### What this task involves
Give again the entries below exactly, beginning at the first line and ending at the line with "height:3.5px; margin:-1.75px; padding:0".

Records contained in a dataset
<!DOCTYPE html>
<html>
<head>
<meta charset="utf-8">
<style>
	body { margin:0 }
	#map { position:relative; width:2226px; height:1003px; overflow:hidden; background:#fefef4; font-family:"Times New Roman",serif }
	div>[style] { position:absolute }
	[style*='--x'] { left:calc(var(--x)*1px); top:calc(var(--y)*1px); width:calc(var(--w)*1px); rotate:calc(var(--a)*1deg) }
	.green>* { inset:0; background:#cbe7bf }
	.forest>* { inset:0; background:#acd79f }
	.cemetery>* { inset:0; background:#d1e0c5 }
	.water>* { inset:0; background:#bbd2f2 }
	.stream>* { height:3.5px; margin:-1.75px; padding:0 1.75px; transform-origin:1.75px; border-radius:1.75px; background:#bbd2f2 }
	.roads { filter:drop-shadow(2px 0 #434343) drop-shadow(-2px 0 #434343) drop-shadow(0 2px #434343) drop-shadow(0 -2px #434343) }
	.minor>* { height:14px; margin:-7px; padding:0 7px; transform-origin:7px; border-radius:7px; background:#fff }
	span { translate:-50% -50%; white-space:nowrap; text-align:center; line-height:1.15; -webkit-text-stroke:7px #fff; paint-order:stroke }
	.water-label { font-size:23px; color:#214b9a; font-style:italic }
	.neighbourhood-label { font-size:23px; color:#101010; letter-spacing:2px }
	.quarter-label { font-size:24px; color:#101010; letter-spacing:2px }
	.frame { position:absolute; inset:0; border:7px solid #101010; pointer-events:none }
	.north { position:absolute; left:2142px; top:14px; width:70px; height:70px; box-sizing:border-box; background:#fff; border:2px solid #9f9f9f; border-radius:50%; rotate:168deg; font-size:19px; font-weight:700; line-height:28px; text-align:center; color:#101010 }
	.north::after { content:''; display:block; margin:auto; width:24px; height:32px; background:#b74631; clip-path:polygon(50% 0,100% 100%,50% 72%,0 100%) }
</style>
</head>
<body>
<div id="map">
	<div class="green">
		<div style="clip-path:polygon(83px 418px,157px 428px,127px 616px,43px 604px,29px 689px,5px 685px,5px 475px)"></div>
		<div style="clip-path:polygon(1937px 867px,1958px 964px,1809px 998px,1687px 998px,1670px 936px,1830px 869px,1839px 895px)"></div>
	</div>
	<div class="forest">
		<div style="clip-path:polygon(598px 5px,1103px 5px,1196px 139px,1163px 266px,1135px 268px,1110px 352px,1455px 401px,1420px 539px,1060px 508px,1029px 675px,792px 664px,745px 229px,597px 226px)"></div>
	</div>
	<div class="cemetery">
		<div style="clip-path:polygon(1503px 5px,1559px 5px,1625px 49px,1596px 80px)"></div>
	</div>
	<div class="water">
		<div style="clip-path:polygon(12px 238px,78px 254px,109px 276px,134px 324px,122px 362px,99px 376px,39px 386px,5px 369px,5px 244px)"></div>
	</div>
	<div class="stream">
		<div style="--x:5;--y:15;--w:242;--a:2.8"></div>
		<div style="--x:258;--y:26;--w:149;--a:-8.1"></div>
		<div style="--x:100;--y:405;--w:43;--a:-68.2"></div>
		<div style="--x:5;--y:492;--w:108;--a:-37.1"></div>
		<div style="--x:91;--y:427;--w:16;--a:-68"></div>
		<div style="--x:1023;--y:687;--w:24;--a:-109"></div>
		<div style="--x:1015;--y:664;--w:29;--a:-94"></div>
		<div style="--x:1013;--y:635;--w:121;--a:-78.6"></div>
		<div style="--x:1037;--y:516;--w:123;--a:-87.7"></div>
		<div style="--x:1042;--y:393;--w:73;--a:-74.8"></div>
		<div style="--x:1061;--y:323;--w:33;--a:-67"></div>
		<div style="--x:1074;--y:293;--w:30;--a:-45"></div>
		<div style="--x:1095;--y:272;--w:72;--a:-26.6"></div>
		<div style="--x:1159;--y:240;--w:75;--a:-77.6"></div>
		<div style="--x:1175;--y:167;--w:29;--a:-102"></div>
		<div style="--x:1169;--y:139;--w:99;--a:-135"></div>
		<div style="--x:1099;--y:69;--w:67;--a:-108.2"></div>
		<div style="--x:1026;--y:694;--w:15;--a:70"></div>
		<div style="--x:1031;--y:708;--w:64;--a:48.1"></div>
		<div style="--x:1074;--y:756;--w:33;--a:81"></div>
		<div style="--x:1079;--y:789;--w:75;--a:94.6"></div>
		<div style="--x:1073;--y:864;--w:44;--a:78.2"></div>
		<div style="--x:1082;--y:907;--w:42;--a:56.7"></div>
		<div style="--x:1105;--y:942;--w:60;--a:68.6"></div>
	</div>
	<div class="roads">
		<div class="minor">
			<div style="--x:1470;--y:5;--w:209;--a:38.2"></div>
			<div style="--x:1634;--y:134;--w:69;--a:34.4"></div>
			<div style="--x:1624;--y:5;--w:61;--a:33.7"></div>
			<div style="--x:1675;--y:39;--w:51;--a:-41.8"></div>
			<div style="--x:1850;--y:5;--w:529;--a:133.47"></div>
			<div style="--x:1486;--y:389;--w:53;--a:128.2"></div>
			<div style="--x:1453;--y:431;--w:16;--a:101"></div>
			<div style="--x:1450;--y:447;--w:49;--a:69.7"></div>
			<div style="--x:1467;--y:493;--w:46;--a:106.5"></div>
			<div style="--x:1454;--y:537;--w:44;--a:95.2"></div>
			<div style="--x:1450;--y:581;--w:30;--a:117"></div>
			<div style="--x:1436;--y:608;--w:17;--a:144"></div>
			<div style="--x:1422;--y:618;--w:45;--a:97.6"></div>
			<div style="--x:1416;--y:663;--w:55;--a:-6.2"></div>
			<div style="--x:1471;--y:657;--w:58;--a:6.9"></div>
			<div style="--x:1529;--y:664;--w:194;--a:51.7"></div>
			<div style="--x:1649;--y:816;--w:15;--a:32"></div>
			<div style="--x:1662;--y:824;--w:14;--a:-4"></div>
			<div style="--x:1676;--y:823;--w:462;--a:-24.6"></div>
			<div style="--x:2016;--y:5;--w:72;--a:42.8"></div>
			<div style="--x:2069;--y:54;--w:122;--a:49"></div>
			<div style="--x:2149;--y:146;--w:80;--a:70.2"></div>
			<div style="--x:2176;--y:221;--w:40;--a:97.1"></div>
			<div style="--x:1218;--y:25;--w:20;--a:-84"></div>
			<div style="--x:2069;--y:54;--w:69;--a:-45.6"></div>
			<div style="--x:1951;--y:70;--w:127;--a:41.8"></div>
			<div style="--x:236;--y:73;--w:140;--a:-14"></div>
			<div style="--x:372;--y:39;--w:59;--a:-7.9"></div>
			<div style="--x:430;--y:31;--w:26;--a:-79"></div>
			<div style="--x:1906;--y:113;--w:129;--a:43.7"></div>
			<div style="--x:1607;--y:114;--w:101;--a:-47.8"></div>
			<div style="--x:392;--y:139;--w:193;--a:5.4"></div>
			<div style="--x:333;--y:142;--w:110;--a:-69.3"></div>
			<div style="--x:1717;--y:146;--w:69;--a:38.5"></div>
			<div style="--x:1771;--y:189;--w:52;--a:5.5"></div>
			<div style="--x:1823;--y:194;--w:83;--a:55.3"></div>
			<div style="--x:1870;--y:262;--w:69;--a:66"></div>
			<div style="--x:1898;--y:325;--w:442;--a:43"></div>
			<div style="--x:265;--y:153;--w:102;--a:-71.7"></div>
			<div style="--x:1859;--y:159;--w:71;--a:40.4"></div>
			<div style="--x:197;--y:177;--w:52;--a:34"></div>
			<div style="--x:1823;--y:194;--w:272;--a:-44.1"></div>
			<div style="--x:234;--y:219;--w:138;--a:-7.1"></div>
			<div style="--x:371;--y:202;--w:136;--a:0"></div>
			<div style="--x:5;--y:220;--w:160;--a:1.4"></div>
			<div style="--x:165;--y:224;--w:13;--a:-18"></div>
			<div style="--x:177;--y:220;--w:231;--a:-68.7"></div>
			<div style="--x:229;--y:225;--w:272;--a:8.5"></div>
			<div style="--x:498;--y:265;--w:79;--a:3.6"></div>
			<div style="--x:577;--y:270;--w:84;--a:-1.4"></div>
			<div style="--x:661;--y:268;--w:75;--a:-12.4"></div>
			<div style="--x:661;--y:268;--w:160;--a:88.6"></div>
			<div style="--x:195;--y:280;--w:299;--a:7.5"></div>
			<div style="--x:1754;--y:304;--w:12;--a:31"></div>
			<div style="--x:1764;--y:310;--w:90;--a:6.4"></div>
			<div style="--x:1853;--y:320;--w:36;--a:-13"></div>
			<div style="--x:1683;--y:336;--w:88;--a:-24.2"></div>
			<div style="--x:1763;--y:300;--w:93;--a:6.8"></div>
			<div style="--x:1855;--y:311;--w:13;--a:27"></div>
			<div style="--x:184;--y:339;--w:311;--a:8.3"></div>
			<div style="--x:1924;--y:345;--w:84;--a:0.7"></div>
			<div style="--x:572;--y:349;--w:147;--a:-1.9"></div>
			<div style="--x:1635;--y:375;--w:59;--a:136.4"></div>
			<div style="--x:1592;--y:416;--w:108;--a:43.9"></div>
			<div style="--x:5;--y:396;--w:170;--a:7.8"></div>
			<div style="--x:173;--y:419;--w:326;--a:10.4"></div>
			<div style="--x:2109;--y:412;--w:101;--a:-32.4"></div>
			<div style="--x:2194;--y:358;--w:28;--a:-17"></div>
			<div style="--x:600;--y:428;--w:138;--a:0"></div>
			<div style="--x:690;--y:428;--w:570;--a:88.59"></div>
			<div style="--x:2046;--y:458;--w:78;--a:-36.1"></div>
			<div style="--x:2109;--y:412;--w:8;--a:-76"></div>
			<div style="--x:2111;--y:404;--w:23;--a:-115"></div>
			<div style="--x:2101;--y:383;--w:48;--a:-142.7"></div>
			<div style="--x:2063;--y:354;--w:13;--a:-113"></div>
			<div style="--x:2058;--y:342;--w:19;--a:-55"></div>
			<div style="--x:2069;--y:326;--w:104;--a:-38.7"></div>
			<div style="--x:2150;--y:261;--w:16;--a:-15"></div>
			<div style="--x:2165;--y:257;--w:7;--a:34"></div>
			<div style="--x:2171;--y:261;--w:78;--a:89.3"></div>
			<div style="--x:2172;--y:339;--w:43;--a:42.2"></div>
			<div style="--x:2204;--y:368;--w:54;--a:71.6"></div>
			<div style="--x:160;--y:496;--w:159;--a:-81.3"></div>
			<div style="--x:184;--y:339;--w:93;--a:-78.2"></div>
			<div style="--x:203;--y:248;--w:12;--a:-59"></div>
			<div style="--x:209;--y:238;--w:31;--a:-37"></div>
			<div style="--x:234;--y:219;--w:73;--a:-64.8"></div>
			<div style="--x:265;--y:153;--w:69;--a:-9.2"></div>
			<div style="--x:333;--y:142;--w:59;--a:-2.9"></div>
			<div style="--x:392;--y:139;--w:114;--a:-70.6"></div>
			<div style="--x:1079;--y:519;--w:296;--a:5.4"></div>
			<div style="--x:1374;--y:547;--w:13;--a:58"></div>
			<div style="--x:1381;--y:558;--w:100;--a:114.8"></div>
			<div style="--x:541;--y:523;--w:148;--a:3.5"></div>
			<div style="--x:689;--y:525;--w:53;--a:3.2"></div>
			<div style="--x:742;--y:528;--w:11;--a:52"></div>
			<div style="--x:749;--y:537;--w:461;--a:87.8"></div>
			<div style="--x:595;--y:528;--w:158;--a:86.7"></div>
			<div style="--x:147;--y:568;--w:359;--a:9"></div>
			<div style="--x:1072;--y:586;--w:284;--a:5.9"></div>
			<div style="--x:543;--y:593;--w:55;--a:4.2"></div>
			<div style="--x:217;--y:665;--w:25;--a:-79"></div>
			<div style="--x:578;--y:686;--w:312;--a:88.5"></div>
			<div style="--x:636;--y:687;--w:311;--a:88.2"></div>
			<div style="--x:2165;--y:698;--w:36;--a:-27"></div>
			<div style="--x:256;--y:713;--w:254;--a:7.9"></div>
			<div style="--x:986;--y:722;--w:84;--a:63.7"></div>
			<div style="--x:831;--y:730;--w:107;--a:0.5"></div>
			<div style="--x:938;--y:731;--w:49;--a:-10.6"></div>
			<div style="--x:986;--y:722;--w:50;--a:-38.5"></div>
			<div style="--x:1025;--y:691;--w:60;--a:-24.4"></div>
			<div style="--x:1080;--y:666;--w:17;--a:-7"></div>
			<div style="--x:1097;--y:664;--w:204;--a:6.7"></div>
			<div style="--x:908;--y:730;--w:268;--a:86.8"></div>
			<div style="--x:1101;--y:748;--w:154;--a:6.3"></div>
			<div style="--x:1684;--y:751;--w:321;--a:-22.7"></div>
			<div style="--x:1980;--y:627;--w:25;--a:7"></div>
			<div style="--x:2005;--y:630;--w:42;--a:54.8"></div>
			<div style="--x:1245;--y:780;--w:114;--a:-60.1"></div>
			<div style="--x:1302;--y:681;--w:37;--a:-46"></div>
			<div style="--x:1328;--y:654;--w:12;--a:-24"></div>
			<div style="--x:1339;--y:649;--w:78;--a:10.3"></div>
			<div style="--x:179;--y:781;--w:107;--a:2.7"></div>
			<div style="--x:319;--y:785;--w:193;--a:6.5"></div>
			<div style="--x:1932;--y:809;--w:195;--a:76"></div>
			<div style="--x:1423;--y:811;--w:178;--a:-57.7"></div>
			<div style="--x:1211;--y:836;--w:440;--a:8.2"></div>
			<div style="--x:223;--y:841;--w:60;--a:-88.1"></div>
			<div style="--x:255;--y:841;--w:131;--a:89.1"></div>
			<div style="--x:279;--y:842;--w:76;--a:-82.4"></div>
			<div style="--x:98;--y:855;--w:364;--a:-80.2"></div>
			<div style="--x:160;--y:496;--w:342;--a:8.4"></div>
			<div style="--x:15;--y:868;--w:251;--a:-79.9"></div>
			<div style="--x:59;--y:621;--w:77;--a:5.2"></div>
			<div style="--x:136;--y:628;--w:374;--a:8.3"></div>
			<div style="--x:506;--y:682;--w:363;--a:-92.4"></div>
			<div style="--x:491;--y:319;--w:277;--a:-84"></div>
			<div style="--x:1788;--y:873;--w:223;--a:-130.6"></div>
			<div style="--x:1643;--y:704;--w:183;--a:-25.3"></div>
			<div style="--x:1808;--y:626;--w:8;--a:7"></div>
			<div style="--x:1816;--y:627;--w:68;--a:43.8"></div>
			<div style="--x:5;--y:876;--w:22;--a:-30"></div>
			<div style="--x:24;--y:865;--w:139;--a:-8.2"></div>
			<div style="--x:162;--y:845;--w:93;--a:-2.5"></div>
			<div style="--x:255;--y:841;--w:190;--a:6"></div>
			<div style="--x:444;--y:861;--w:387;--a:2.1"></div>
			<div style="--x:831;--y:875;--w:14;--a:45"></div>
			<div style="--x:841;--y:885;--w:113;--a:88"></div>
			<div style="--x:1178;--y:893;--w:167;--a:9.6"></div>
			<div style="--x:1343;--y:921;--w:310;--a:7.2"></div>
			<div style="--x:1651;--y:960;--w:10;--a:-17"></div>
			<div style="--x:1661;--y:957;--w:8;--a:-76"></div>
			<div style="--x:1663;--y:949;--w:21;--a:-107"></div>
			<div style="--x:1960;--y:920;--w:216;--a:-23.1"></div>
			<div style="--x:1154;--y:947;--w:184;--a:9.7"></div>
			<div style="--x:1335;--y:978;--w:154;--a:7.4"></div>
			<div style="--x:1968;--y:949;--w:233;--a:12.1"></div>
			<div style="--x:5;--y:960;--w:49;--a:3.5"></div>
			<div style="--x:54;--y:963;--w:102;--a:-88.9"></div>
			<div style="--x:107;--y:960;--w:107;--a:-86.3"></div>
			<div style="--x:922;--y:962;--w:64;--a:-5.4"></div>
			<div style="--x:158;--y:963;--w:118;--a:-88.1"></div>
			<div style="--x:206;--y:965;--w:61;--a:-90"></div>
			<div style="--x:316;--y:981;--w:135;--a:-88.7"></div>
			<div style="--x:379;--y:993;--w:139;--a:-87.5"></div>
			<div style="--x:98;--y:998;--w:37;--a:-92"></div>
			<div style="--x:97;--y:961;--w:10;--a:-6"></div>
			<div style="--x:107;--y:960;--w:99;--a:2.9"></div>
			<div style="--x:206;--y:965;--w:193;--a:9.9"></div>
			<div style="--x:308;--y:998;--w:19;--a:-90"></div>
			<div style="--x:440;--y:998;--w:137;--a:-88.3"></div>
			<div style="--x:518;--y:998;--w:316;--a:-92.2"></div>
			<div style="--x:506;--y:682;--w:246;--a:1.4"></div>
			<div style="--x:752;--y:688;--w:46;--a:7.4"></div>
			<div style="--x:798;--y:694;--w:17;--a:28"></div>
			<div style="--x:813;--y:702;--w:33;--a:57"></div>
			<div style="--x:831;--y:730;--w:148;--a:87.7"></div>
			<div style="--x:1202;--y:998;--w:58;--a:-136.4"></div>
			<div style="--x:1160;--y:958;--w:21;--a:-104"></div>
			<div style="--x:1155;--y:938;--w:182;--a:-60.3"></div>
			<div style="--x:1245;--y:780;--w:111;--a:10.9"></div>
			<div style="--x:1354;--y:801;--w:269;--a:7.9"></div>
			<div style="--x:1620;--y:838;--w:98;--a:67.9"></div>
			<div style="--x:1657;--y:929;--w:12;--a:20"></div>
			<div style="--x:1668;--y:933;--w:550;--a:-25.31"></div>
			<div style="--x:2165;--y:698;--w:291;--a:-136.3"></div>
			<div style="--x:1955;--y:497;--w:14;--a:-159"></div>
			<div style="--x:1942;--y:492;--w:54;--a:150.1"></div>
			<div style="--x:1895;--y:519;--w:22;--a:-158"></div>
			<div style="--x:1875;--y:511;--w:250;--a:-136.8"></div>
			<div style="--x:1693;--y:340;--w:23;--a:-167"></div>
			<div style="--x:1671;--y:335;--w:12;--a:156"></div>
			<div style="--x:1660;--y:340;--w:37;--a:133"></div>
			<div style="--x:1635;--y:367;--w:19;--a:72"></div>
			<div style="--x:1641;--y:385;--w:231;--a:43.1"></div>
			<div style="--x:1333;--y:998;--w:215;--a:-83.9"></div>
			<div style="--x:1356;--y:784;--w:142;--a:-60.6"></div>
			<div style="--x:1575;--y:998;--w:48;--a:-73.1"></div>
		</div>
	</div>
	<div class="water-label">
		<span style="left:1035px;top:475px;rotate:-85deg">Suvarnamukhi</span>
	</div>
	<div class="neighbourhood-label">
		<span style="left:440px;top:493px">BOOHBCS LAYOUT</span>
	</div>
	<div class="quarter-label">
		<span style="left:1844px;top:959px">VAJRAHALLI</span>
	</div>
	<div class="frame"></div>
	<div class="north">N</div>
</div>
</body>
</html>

### Reply
<!DOCTYPE html>
<html>
<head>
<meta charset="utf-8">
<style>
	body { margin:0 }
	#map { position:relative; width:2226px; height:1003px; overflow:hidden; background:#fefef4; font-family:"Times New Roman",serif }
	div>[style] { position:absolute }
	[style*='--x'] { left:calc(var(--x)*1px); top:calc(var(--y)*1px); width:calc(var(--w)*1px); rotate:calc(var(--a)*1deg) }
	.green>* { inset:0; background:#cbe7bf }
	.forest>* { inset:0; background:#acd79f }
	.cemetery>* { inset:0; background:#d1e0c5 }
	.water>* { inset:0; background:#bbd2f2 }
	.stream>* { height:3.5px; margin:-1.75px; padding:0 1.75px; transform-origin:1.75px; border-radius:1.75px; background:#bbd2f2 }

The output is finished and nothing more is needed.